Story Jan 11, 2018 San Francisco, CA

FOG Design + Art Spotlight: Pierre Soulages

2018 marks Lévy Gorvy’s second year participating in FOG Design + Art in San Francisco. The physicality inherent to our artists’ practices is evident in nearly each work included in the booth, from Enrico Castellani’s shaped canvases to Robert Ryman’s dense impastos. A wide variety of media comprises many of the works presented, ranging from the stained limestone and corrugated steel of Terry Adkins’ sculptures, to the taxidermy glass eye and flayed rubber tires of Carol Rama’s assemblage paintings. Uniting this diverse presentation is the prerogative each artist undertakes to engage a visual language rooted in the material concerns of their practice, resulting in a rich exhibition of innovative techniques and unique voices.

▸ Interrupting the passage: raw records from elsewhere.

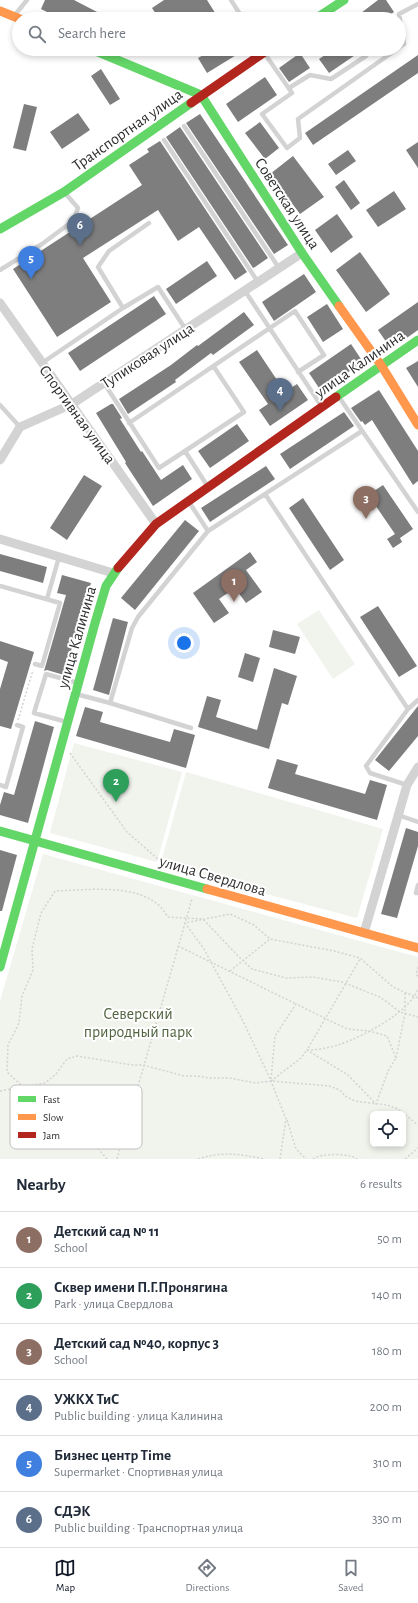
<!DOCTYPE html>
<html lang="en">
<head>
<meta charset="utf-8">
<style>
  body { margin:0; font-family:"Alegreya Sans",sans-serif; background:#f2f2f3; color:#1f2937 }
  .controls { position:absolute; right:12px; bottom:12px; display:grid; overflow:hidden; border-radius:6px; box-shadow:0 2px 6px #0003 }
  .controls button { width:36px; height:36px; display:grid; place-items:center; padding:0; border:0; border-bottom:1px solid #e0e1e3; background:#fff; color:#1f2937; font:20px sans-serif }
  .you { position:absolute; left:184px; top:643px; width:14px; height:14px; margin:-10px; border:3px solid #fff; border-radius:50%; background:#1a73e8; box-shadow:0 0 0 6px #1a73e833 }
  .badge { display:grid; place-items:center; width:26px; height:26px; border-radius:50%; background:#111827; color:#fff; font-size:13px; font-weight:700 }
  .pin { position:absolute; translate:-50% -33px; filter:drop-shadow(0 1px 2px #0008) }
  .pin::after { content:''; position:absolute; top:21px; width:14px; height:12px; background:inherit; clip-path:polygon(0 0,100% 0,50% 100%) }
  .list { margin:0; padding:0; list-style:none }
  h2 { display:flex; justify-content:space-between; align-items:center; height:52px; margin:0; padding:0 16px; font-size:17px }
  h2 small { font-size:13px; font-weight:400; color:#747a83 }
  .list li { display:grid; grid-template-columns:26px 1fr auto; gap:12px; align-items:center; box-sizing:border-box; height:56px; padding:0 16px; border-top:1px solid #e0e1e3 }
  .list b { display:block; font-size:15px; white-space:nowrap }
  .list p { margin:0; font-size:13px; white-space:nowrap; color:#747a83 }
  .list em { font-size:13px; font-style:normal; color:#747a83 }
  .icon { flex:none; width:22px; height:22px; fill:none; stroke:currentColor; stroke-width:2; stroke-linecap:round; stroke-linejoin:round }
  .map { position:relative; flex:none; width:418px; height:1159px; overflow:hidden }
  .search { position:absolute; background:#fff; box-shadow:0 2px 6px #0003; left:12px; right:12px; top:12px; height:44px; display:flex; align-items:center; gap:10px; box-sizing:border-box; padding:0 14px; border-radius:22px; color:#747a83; font-size:15px }
  .sheet { height:388px; background:#fff }
  nav { display:flex; justify-content:space-around; align-items:center; box-sizing:border-box; height:56px; border-top:1px solid #e0e1e3; background:#fff; font-size:11px; color:#747a83 }
  nav a { display:grid; justify-items:center; gap:2px }
  nav .on { color:#111827 }
  .map>svg:first-child { display:block }
  .green { fill:#f1f3ed; fill-rule:evenodd }
  .building { fill:#7e7e7e }
  .lines { fill:none; stroke-linecap:round; stroke-linejoin:round }
  .path { stroke:#d3d3d3; stroke-width:1.5; stroke-dasharray:2 2; stroke-linecap:butt }
  .lane { stroke:#d3d3d3; stroke-width:4.5 }
  .street { stroke:#d3d3d3; stroke-width:9 }
  .fast { stroke:#63d668; stroke-width:9 }
  .slow { stroke:#ff974d; stroke-width:9 }
  .jam { stroke:#b3261e; stroke-width:9 }
  .labels { text-anchor:middle; stroke-width:4; stroke-linejoin:round; paint-order:stroke }
  .street-label { font-size:16px; fill:#2e2e2e; stroke:#fff }
  .park-label { font-size:16px; fill:#526441; stroke:#fff }
  .key { fill:#fff; stroke:#c0c0c0; stroke-width:1 }
  .key-label { font-size:11px; fill:#2e2e2e }
</style>
</head>
<body>
<div class="map">
<svg width="418" height="1159" viewBox="0 0 418 1159">
  <rect width="100%" height="100%" fill="#fff"/>
  <path class="green" d="M319,610L355,664L333,679L297,624Z
    M74,743L182,772L157,862L50,833Z
    M186,772L383,829L357,918L160,866Z
    M43,854L418,957V1159H0V1001ZM373,1114H403V1144H373Z"/>
  <path class="building" d="M45,0H74L99,13L96,19H61L41,9Z
    M164,0H207L219,19H159L152,8Z
    M378,0H386L394,12L384,19H365L361,13Z
    M214,49H246L207,73L198,58Z
    M334,49H364L329,73L319,59Z
    M300,53L310,68L289,82L279,68Z
    M418,55V73L313,145L305,133Z
    M101,69L120,99L110,105L91,76Z
    M265,77L277,95L238,122L226,104Z
    M24,104L37,107L26,151L13,148Z
    M78,113L90,130L62,149L50,132Z
    M200,114L288,245L274,254L186,123Z
    M260,122L279,148L265,159L245,133Z
    M180,127L268,258L255,267L253,268L166,137Z
    M160,141L247,272L235,280L199,227L178,241L158,210L83,258L111,302L57,337L13,269L142,185L129,165L149,152L147,149Z
    M418,142V168L406,150Z
    M348,150L356,161L336,175L328,164Z
    M293,156L324,197L300,214L270,174Z
    M344,180L360,203L351,210L335,187Z
    M394,191L406,209L378,227L366,210Z
    M337,214L353,237L331,253L315,230Z
    M360,252L390,294L366,312L336,270Z
    M207,261L217,276L176,304L166,289Z
    M304,274L316,292L274,321L262,302Z
    M154,296L166,314L80,371L68,353Z
    M418,302V330L391,349L378,330Z
    M327,304L343,329L323,342L307,317Z
    M244,312L254,325L213,355L211,353L175,380L176,382L128,414L119,399L171,365L197,345L198,346Z
    M351,344L363,362L321,391L309,373Z
    M257,350L285,392L297,384L308,400L270,426L259,410L268,404L239,362Z
    M418,361V387L406,368Z
    M379,390L418,451V481L413,485L372,420L365,425L362,421L361,422L351,408Z
    M111,404H113L122,418L120,419L141,452L142,451L161,480L183,465L192,479L153,506L125,463L126,462L96,413Z
    M344,412L354,426L290,469L280,454Z
    M237,424L249,441L210,468L198,451Z
    M266,466L275,479L210,522L201,508Z
    M84,475L102,486L67,540L50,528Z
    M383,485L413,529L400,538L402,542L393,548L387,539L395,534L371,499L365,503L359,495L368,488L371,493Z
    M303,498L344,560L330,570L289,508Z
    M185,520L199,531L135,610L121,598Z
    M250,552L257,562L246,570L262,592L246,603L235,588L219,599L229,613L214,623L193,593Z
    M0,554L47,567L43,583L0,571Z
    M62,575L91,583L64,675L47,670L44,671L66,595L57,593Z
    M378,606L417,666L399,677L360,617Z
    M113,618L128,622L109,695L93,690Z
    M273,630L300,637L295,654L269,647Z
    M0,641L34,652L11,729L0,726V689L8,662L0,659Z
    M245,653L260,658L253,682L238,677Z
    M274,668L297,676L288,705L282,703L269,749L198,727L207,696L221,700L216,717L257,730Z
    M418,706V736L389,771L375,760Z
    M85,707L103,712L100,722L170,742L174,729L195,735L186,768L76,736Z
    M35,721L54,727L28,823L0,815V805L4,792L14,795Z
    M277,759L298,765L295,774L365,794L370,780L387,785L377,820L268,788Z
    M406,828L418,832V846L397,918L381,914Z
    M0,850L17,855L2,911H0Z"/>
  <g class="lines">
    <path class="path" d="M18,720L33,670
      M70,753L127,832L167,867
      M178,946L296,1004
      M418,967L416,974L418,977
      M230,971L270,939
      M396,1058L405,1013V993
      M271,1079L275,1036L296,1004L347,1029L369,1031L387,1036L396,1058L388,1071L376,1104L348,1075L307,1050L360,959
      M271,1081L301,1058L307,1050C317,1050 328,1048 338,1045C362,1037 409,1013 418,989
      M0,1091L45,1083L56,1074L67,1059L77,1056L132,1065H143L184,1076H196L210,1078H229L256,1083L271,1081L329,1086L340,1090L345,1096L355,1101L387,1105L398,1109L418,1125
      M287,1120L296,1149L306,1159
      M107,1159L72,1118L46,1108L7,1072L8,1045L19,1023L22,996L33,970L32,949L41,913L55,891C85,890 132,884 156,903C161,906 165,913 168,917L203,919L238,956L252,969L286,978L313,977L342,982L380,997L400,1012L418,1017
      M117,1159L192,899
      M198,1159C222,1151 240,1154 264,1159
      M280,1159L286,1119L271,1081L244,1023L204,949L185,923L230,914L254,925L270,939L334,951L360,958L393,987L418,998
      M313,1159C321,1153 350,1153 357,1159
      M405,1159L418,1148"/>
    <path class="lane" d="M231,0L243,19
      M14,16L27,0
      M399,47L404,44L399,14L418,4
      M265,54L292,93L262,114L287,148L300,138L298,119L397,49
      M289,88L310,75L331,79L366,56L370,49
      M184,126L279,268
      M164,140L258,282
      M0,270L42,244L73,221L78,208L65,193
      M245,291L322,407
      M123,308L158,287L186,330
      M42,363L123,308L98,267L109,251L149,223
      M104,383L159,468L185,451L208,487
      M339,397L418,512
      M0,405L20,427
      M129,423L295,311L324,355L298,372
      M185,451L244,412L214,367
      M265,494L408,709L366,766L370,773L407,785
      M189,502L208,531L362,431
      M0,586L60,603L42,666L35,664
      M47,599L59,557
      M76,694L110,703L132,628L138,617L208,531
      M110,703L191,728
      M408,709L418,700
      M67,722L34,713L46,674L78,683
      M0,785L6,787L23,727L17,725
      M398,815L418,822
      M418,885L416,893H418"/>
    <path class="street" d="M0,303L156,524
      M0,460L20,427L72,404L302,253
      M0,539L113,573
      M364,933L407,785L418,767"/>
    <path class="fast" d="M315,19L344,0
      M91,49L201,95L302,253L339,306
      M0,229L64,192L191,103
      M336,397L418,340
      M0,831L207,889
      M0,967L95,623L106,586L118,568"/>
    <path class="slow" d="M0,11L20,19
      M339,306L381,365L418,425
      M207,889L418,948"/>
    <path class="jam" d="M191,103L269,49
      M118,568L156,524L336,397"/>
  </g>
  <g class="labels">
    <g class="street-label">
      <text transform="translate(127 129) rotate(-35)" y="6">Транспортная улица</text>
      <text transform="translate(288 203) rotate(57)" y="6">Советская улица</text>
      <text transform="translate(147 355) rotate(-33)" y="6">Тупиковая улица</text>
      <text transform="translate(359 363) rotate(-35)" y="6">улица Калинина</text>
      <text transform="translate(78 414) rotate(54)" y="6">Спортивная улица</text>
      <text transform="translate(76 637) rotate(-74)" y="6">улица Калинина</text>
      <text transform="translate(213 875) rotate(16)" y="6">улица Свердлова</text>
    </g>
    <g class="park-label">
      <text x="138" y="1019">Северский<tspan x="138" dy="18">природный парк</tspan></text>
    </g>
  </g>
  <rect x="10" y="1085" width="132" height="64" rx="6" class="key"/>
  <rect x="18" y="1096" width="18" height="6" fill="#63d668"/>
  <rect x="18" y="1114" width="18" height="6" fill="#ff974d"/>
  <rect x="18" y="1132" width="18" height="6" fill="#b3261e"/>
  <g class="key-label">
    <text x="43" y="1103">Fast</text>
    <text x="43" y="1121">Slow</text>
    <text x="43" y="1139">Jam</text>
  </g>
</svg>
<div class="controls">
<button><svg class="icon" aria-label="locate" viewBox="0 0 24 24"><circle cx="12" cy="12" r="6"/><path d="M12 2v4M12 18v4M2 12h4M18 12h4"/></svg></button>
</div>
<div class="you"></div>
<div class="pin badge" style="left:234px;top:602px;background:#8d6e63">1</div>
<div class="pin badge" style="left:116px;top:802px;background:#2e9e5b">2</div>
<div class="pin badge" style="left:366px;top:519px;background:#8d6e63">3</div>
<div class="pin badge" style="left:280px;top:411px;background:#5c6f8a">4</div>
<div class="pin badge" style="left:31px;top:279px;background:#3f7fe0">5</div>
<div class="pin badge" style="left:80px;top:246px;background:#5c6f8a">6</div>
<div class="search"><svg class="icon" aria-label="search" viewBox="0 0 24 24"><circle cx="10" cy="10" r="6"/><path d="M15 15l6 6"/></svg>Search here</div>
</div>
<section class="sheet">
<h2>Nearby<small>6 results</small></h2>
<ul class="list">
<li><span class="badge" style="background:#8d6e63">1</span><div><b>Детский сад № 11</b><p>School</p></div><em>50 m</em></li>
<li><span class="badge" style="background:#2e9e5b">2</span><div><b>Сквер имени П.Г.Пронягина</b><p>Park · улица Свердлова</p></div><em>140 m</em></li>
<li><span class="badge" style="background:#8d6e63">3</span><div><b>Детский сад №40, корпус 3</b><p>School</p></div><em>180 m</em></li>
<li><span class="badge" style="background:#5c6f8a">4</span><div><b>УЖКХ ТиС</b><p>Public building · улица Калинина</p></div><em>200 m</em></li>
<li><span class="badge" style="background:#3f7fe0">5</span><div><b>Бизнес центр Time</b><p>Supermarket · Спортивная улица</p></div><em>310 m</em></li>
<li><span class="badge" style="background:#5c6f8a">6</span><div><b>СДЭК</b><p>Public building · Транспортная улица</p></div><em>330 m</em></li>
</ul>
</section>
<nav>
<a class="on"><svg class="icon" aria-label="map" viewBox="0 0 24 24"><path d="M3 6l6-2 6 2 6-2v14l-6 2-6-2-6 2zM9 4v14M15 6v14"/></svg>Map</a>
<a><svg class="icon" aria-label="directions" viewBox="0 0 24 24"><path d="M12 3l9 9-9 9-9-9zM9 14v-3h6M13 9l2 2-2 2"/></svg>Directions</a>
<a><svg class="icon" aria-label="saved" viewBox="0 0 24 24"><path d="M7 4h10v16l-5-4-5 4z"/></svg>Saved</a>
</nav>
</body>
</html>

Pierre Soulages began painting in 1946, and continues to produce works today at the age of 98. In a text on the artist published in 2014, philosopher Alain Badiou theorized that the artist’s black brushstrokes—a motif that dates to the very beginning of his career—correlates to the artist’s existential doctrine, which unifies humanity’s relationship to artistic creation. Enjoy this spotlight on Soulages’ Peinture 181 x 81 cm, 7 avril 2007  (2007), on view at Lévy Gorvy’s presentation at FOG Design + Art, Booth 305.

A painting is an organization, a set of relationships between shapes, lines, and colored surfaces, on which the meanings we give it are made and unmade.

—Pierre Soulages, 1974

The above statement’s applicability to the Soulages’ practice endures to the present, as his works remain indescribable and incapable of conveying meaning in absolute terms; rather, they incarnate meaning—manifesting as purely visual objects that may only be experienced sensually. However, unlike Minimalist paintings, Soulages’s works are holistic—discrete entities within their surroundings —and rather than asserting a painting-as-object status, they exist as subjective extensions of experiential reality. Thus, Soulages deftly prevents his work from being subject to hermeneutic discourse, presenting pure visual impression that requires no interpretation, only interaction.

The title of the present work, Peinture 181 x 81 cm, 7 avril 2007,  is derived from the dimensions of its support and the date of its making (just as Soulages has titled his works for the past six decades), emphasizing the painting’s existence as a delineated entity in space and marking its temporal origin. For the evolution of the work as an object—or rather a “thing” (chose), as the artist prefers to call his paintings—is a perpetually ongoing source of interaction. Approaching both his oeuvre and the vast history of painting, we may understand Soulages’s late work as the determined affirmation of painting’s perpetually new continuity; rather than reading these all-black works as manifestations of aesthetic nihilism, upon consideration one can view Soulages’s work as an allegory for the reality of truth. Peinture 181 x 81 cm, 7 avril 2007 is a unique construction, one that does not correlate to a sensory or conceptual referent, but rather asserts itself as the set of consequences resulting from the gestures of its creation. It is entirely self-legitimating, and firmly establishes the possibility of a certain knowledge without dictating what that knowledge should be; that undertaking is left to the viewer.